What is being asked | Your task is to transcribe all of the data below exactly, omitting the images.

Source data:
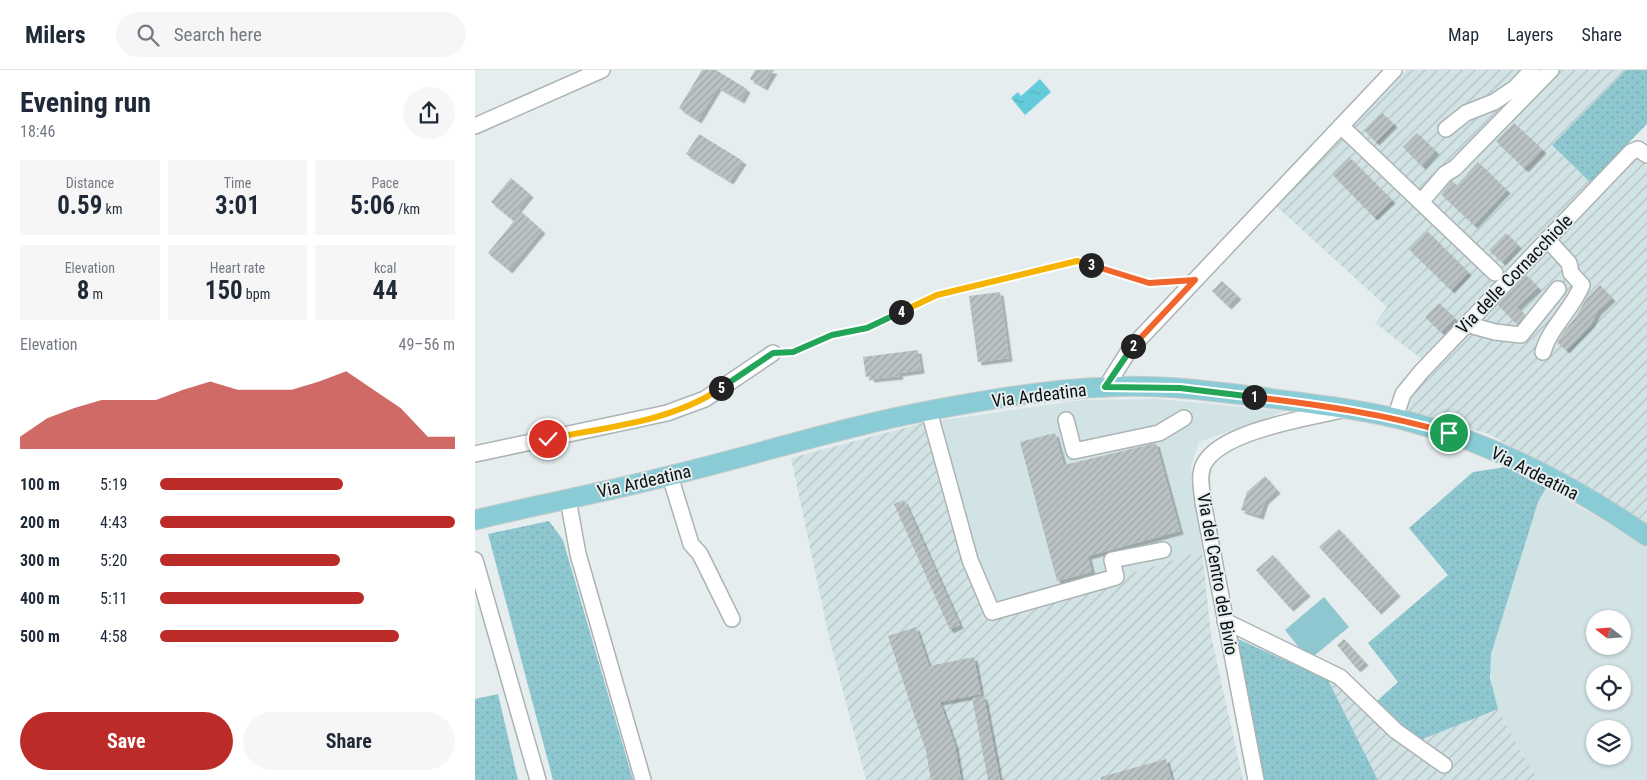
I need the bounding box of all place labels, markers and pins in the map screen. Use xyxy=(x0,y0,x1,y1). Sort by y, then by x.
pin: 3 xyxy=(1079,252,1103,278)
pin: 4 xyxy=(889,300,913,324)
pin: 2 xyxy=(1121,334,1145,358)
pin: 5 xyxy=(709,376,733,400)
pin: 1 xyxy=(1241,384,1267,410)
pin xyxy=(1428,412,1470,454)
pin xyxy=(527,418,569,460)

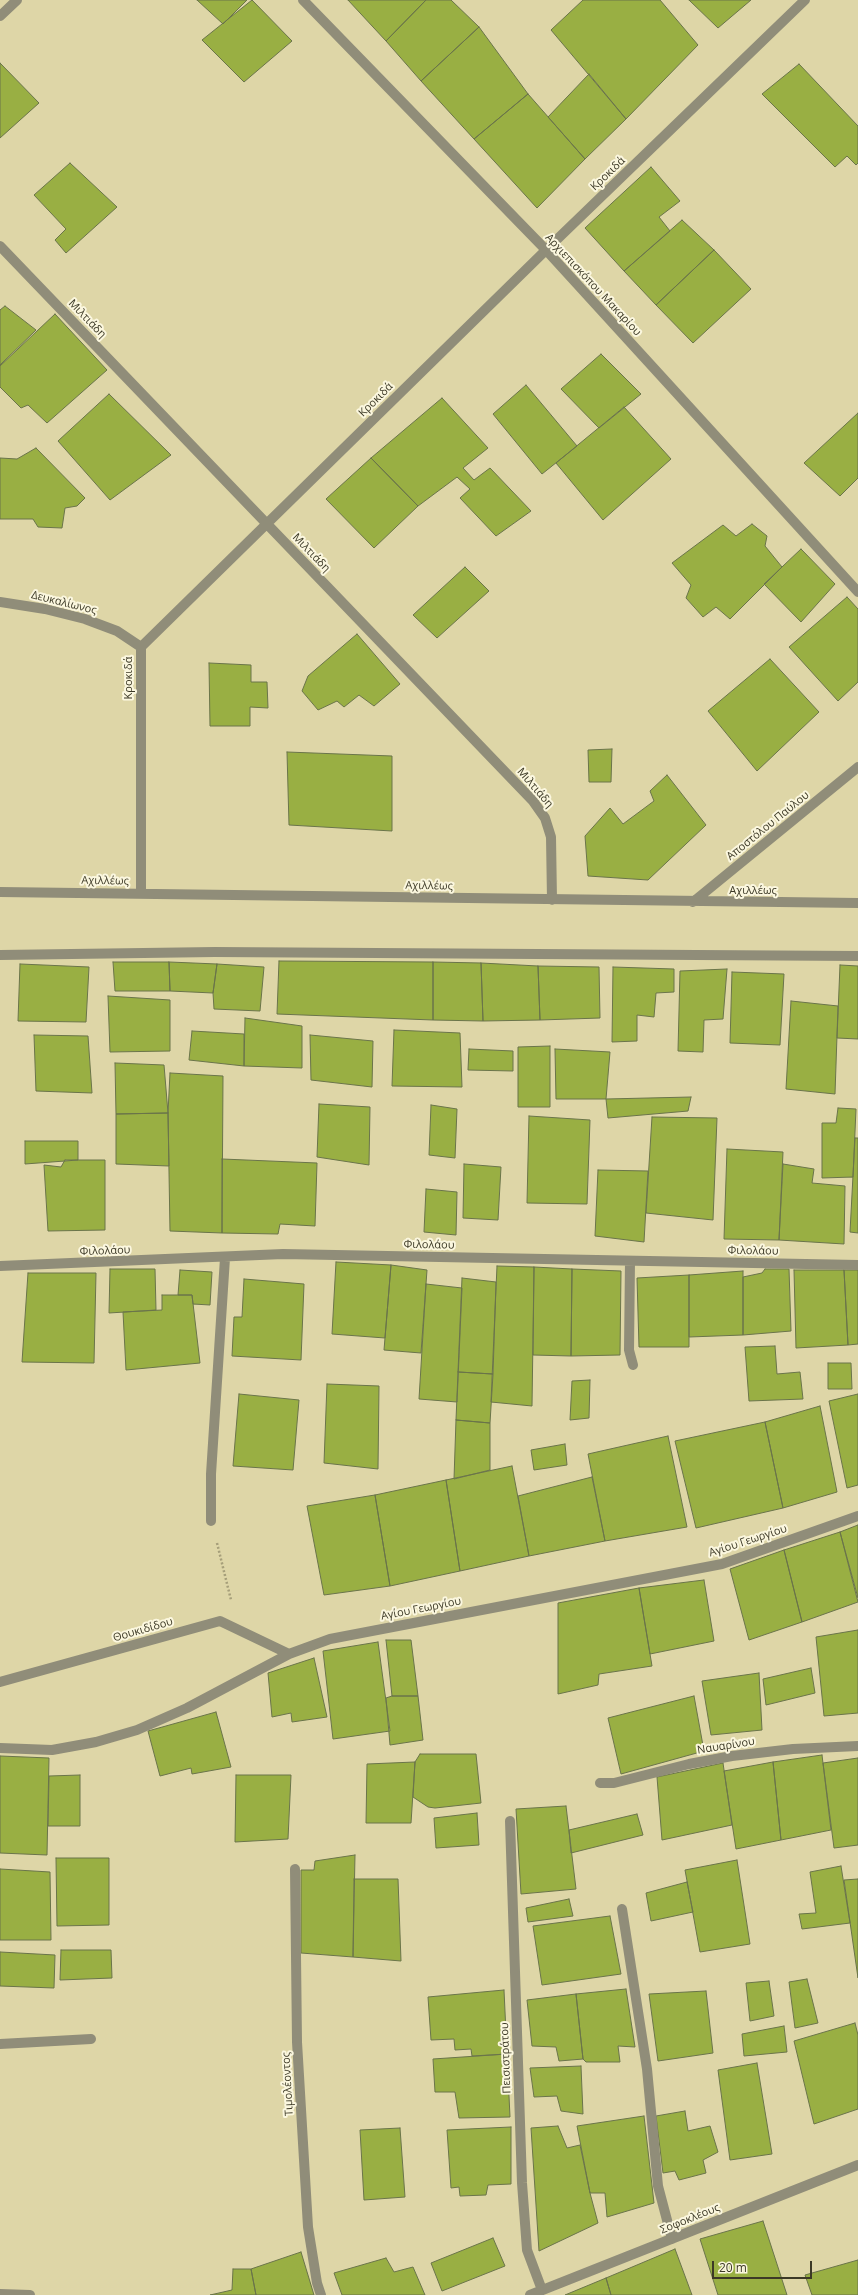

Response to the exercise |
I need the bounding box of all place labels, markers and pins in the map screen. Use xyxy=(x0,y0,x1,y1). Sort by y, then by x.
pin: 3 xyxy=(1079,252,1103,278)
pin: 4 xyxy=(889,300,913,324)
pin: 2 xyxy=(1121,334,1145,358)
pin: 5 xyxy=(709,376,733,400)
pin: 1 xyxy=(1241,384,1267,410)
pin xyxy=(1428,412,1470,454)
pin xyxy=(527,418,569,460)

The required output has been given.